Market-Based Approaches to Bank Capital Regulation and Stress Testing
Introduction
Capital rules ensure that banks hold sufficient capital to absorb losses during financial stress and remain solvent, thereby protecting depositors and the wider financial system. They are particularly important because banks engage in maturity transformation (funding long-term loans with short-term deposits) and operate with high leverage. Capital acts as a buffer to absorb potential losses on loans or investments before they affect creditors or depositors.
Basel III is a comprehensive global regulatory framework developed by the Basel Committee on Banking Supervision after the 2008 financial crisis to strengthen banking sector resilience. It raised both the quality and quantity of capital that banks must hold,1 emphasising risk-weighted capital requirements to ensure riskier assets are backed by more capital. Under these rules, banks are required to maintain a Common Equity Tier 1 (CET1) ratio of at least 4.5 percent of risk-weighted assets (RWAs) and a total capital ratio (CAR) of 8 percent, with additional buffers such as the Capital Conservation Buffer of 2.5 percent and the Countercyclical Capital Buffer (CCyB) of up to 2.5 percent in periods of excessive credit growth. The framework also introduced a leverage ratio, to be maintained above 3 percent, to limit excessive balance-sheet expansion.2 Collectively, Basel III aims to reduce systemic risk, curb excessive leverage, and enhance banks' capacity to absorb shocks while maintaining the flow of credit to the real economy.
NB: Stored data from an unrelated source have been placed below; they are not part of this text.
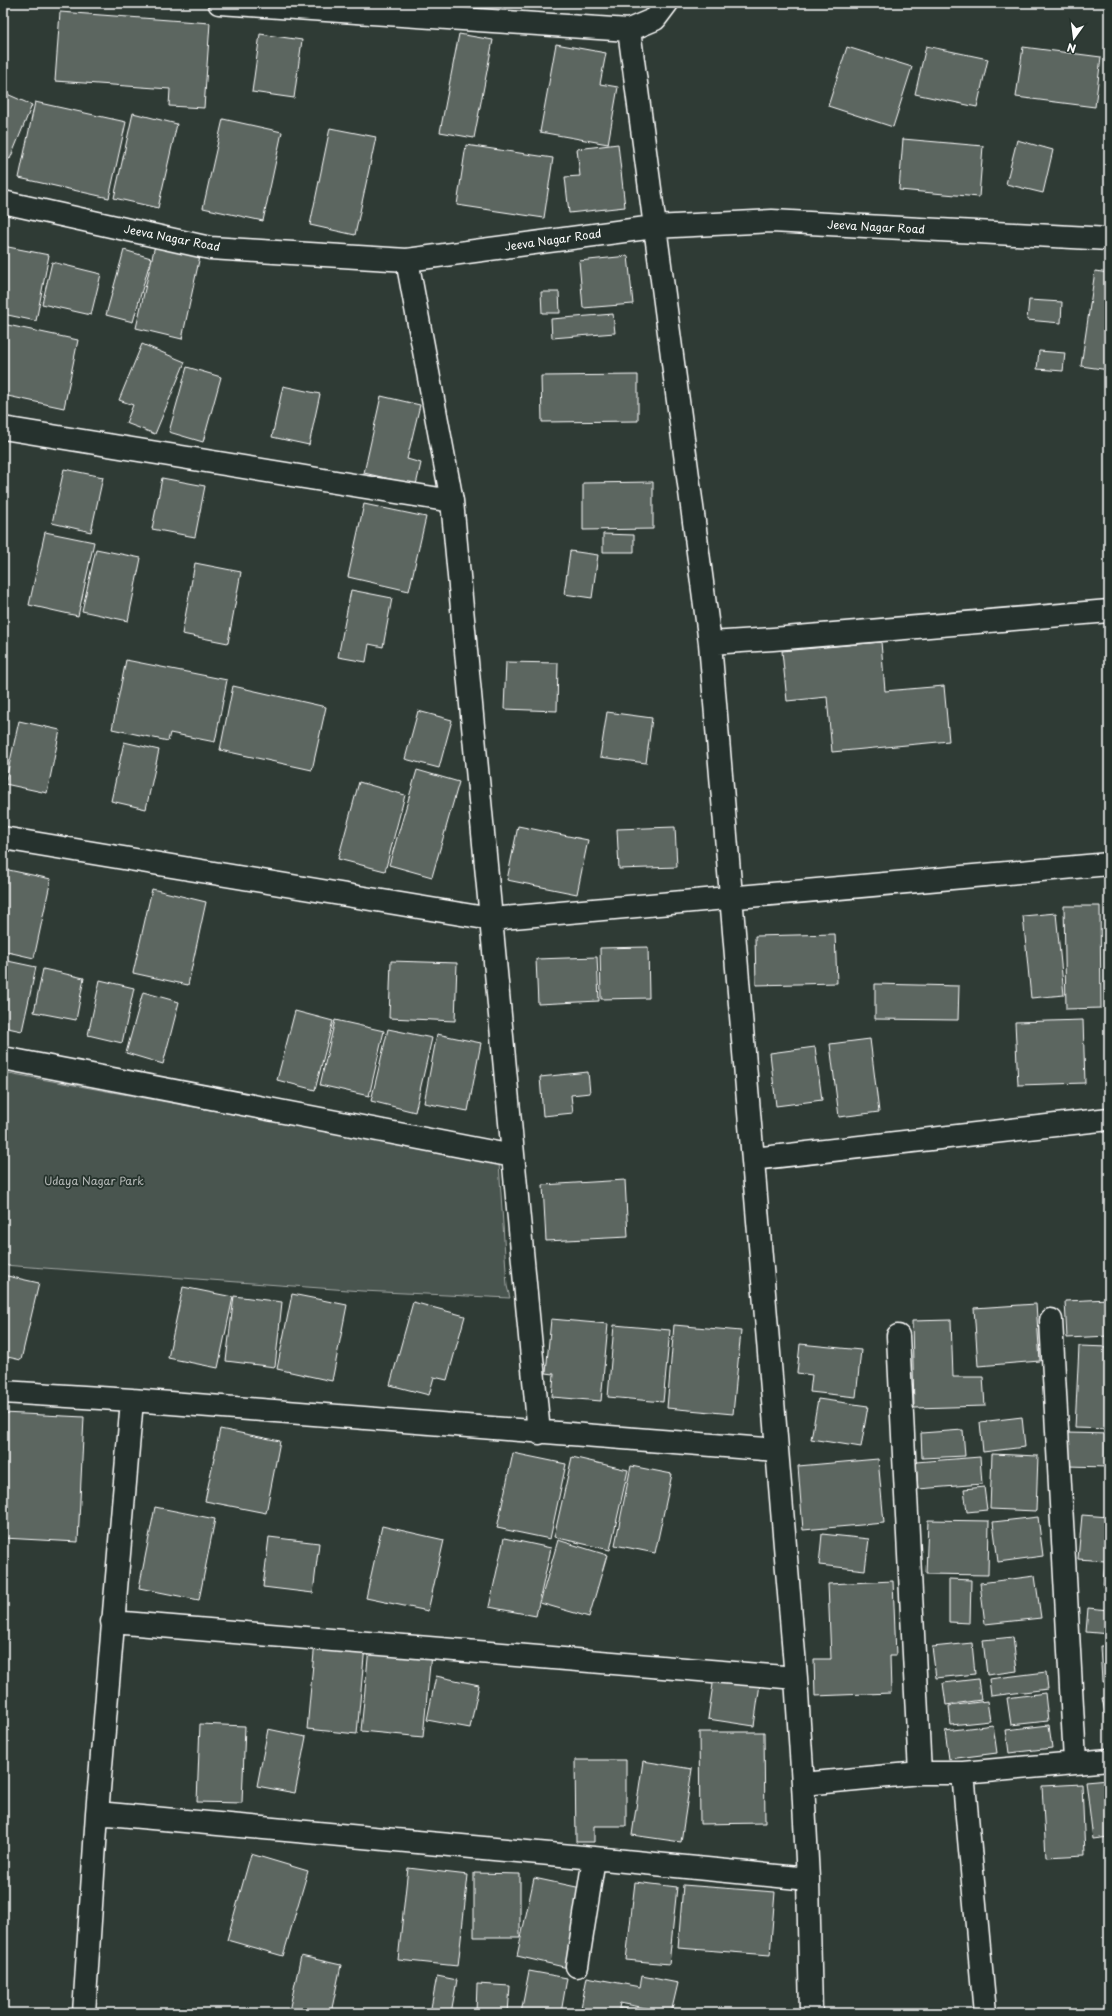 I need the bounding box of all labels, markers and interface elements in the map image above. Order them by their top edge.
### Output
north arrow [1054,18,1094,58]
text: N [1065,39,1078,57]
street label: Jeeva Nagar Road [827,215,925,238]
street label: Jeeva Nagar Road [122,220,222,255]
street label: Jeeva Nagar Road [503,224,603,255]
park label: Udaya Nagar Park [44,1172,144,1189] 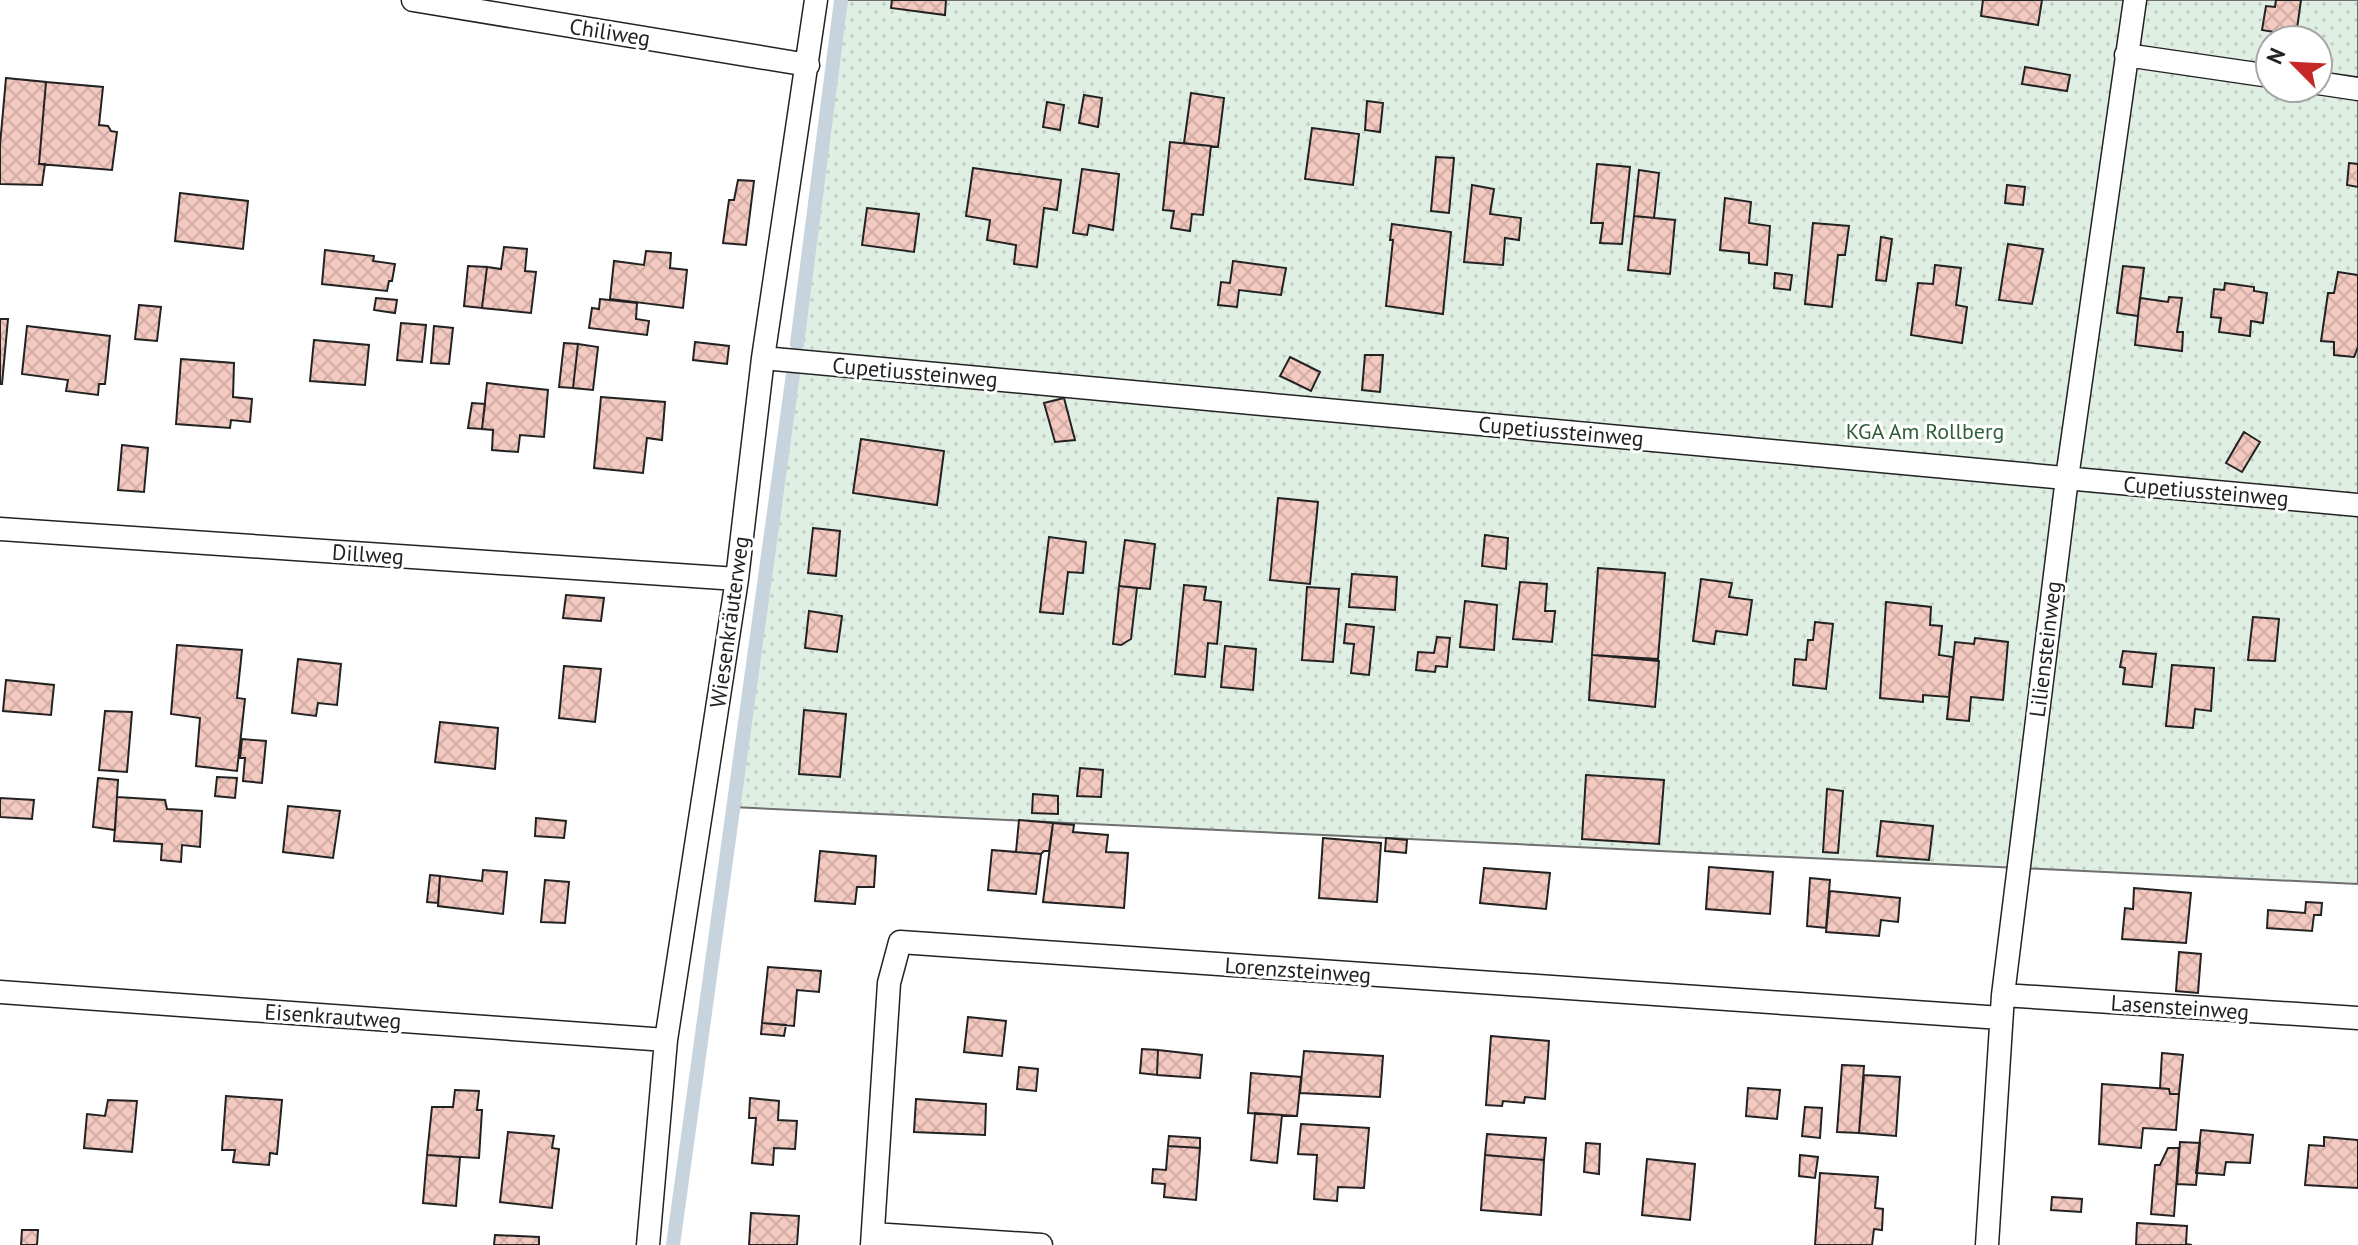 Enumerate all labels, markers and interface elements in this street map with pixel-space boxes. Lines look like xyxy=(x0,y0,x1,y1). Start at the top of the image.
street label: Chiliweg xyxy=(568,12,652,52)
north arrow xyxy=(2254,24,2334,104)
text: N xyxy=(2260,44,2291,68)
street label: Cupetiussteinweg xyxy=(831,351,999,393)
street label: Cupetiussteinweg xyxy=(1477,410,1645,452)
park label: KGA Am Rollberg xyxy=(1846,417,2004,445)
street label: Cupetiussteinweg xyxy=(2122,470,2290,512)
street label: Wiesenkräuterweg xyxy=(703,534,755,710)
street label: Dillweg xyxy=(331,538,405,570)
street label: Liliensteinweg xyxy=(2023,579,2067,719)
street label: Lorenzsteinweg xyxy=(1224,951,1372,989)
street label: Lasensteinweg xyxy=(2110,988,2250,1026)
street label: Eisenkrautweg xyxy=(264,997,402,1035) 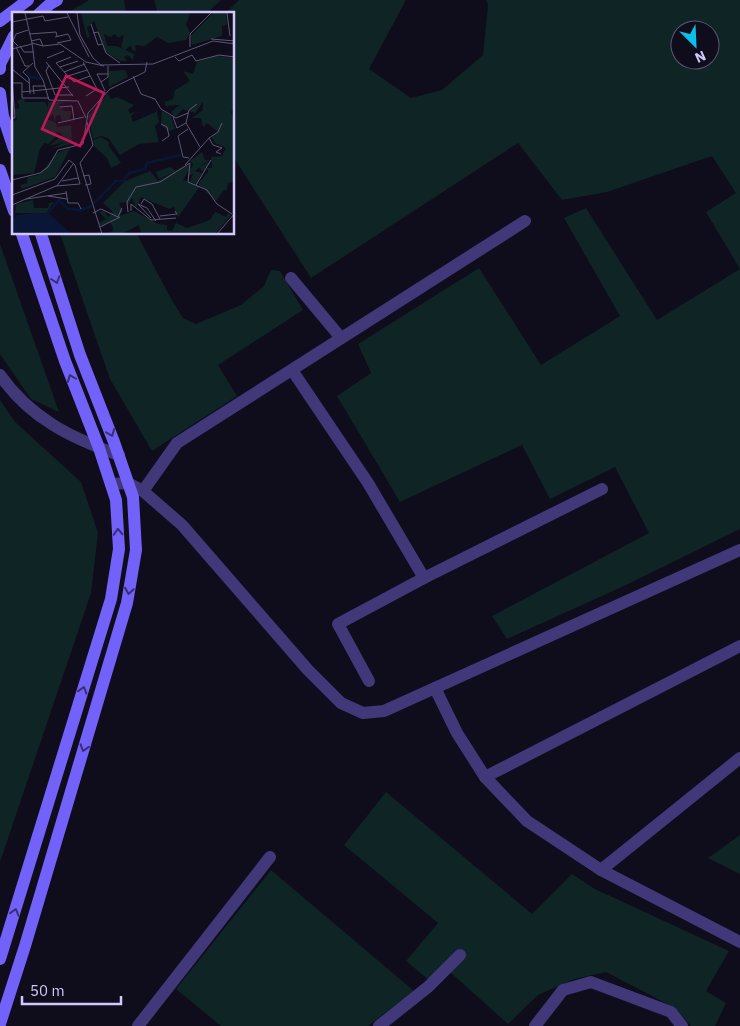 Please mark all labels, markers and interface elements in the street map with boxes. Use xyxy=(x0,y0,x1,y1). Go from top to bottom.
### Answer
inset map xyxy=(12,12,235,235)
north arrow xyxy=(670,20,720,70)
text: N xyxy=(692,47,709,67)
one-way arrow xyxy=(51,275,61,284)
one-way arrow xyxy=(67,374,78,383)
one-way arrow xyxy=(105,428,115,437)
one-way arrow xyxy=(112,528,123,536)
one-way arrow xyxy=(125,587,135,596)
one-way arrow xyxy=(78,686,88,695)
one-way arrow xyxy=(80,743,90,751)
one-way arrow xyxy=(9,909,19,917)
scale bar xyxy=(22,974,121,1006)
text: 50 m xyxy=(30,981,65,1000)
Accounting-based capital ratios provide standardised measures of solvency but are inherently backward-looking. Because they rely on book values, unrealised losses, particularly on held-to-maturity (HTM) securities, may remain hidden until realised. This limitation became clear during the 2023 failures of Silicon Valley Bank (SVB) and Credit Suisse, both of which met regulatory capital thresholds shortly before collapsing.
In contrast, market-based indicators offer forward-looking signals of stress. Falling market-to-book ratios, widening subordinated-debt or credit default swap (CDS) spreads, and declining contingent convertible (CoCo) bond prices reflect investors' expectations about future solvency more rapidly than accounting measures. Studies such as Sarin and Summers (2016) and Berger, Davies, and Flannery (2000) show that market signals often anticipate banking stress, suggesting they could enhance supervisory early-warning systems.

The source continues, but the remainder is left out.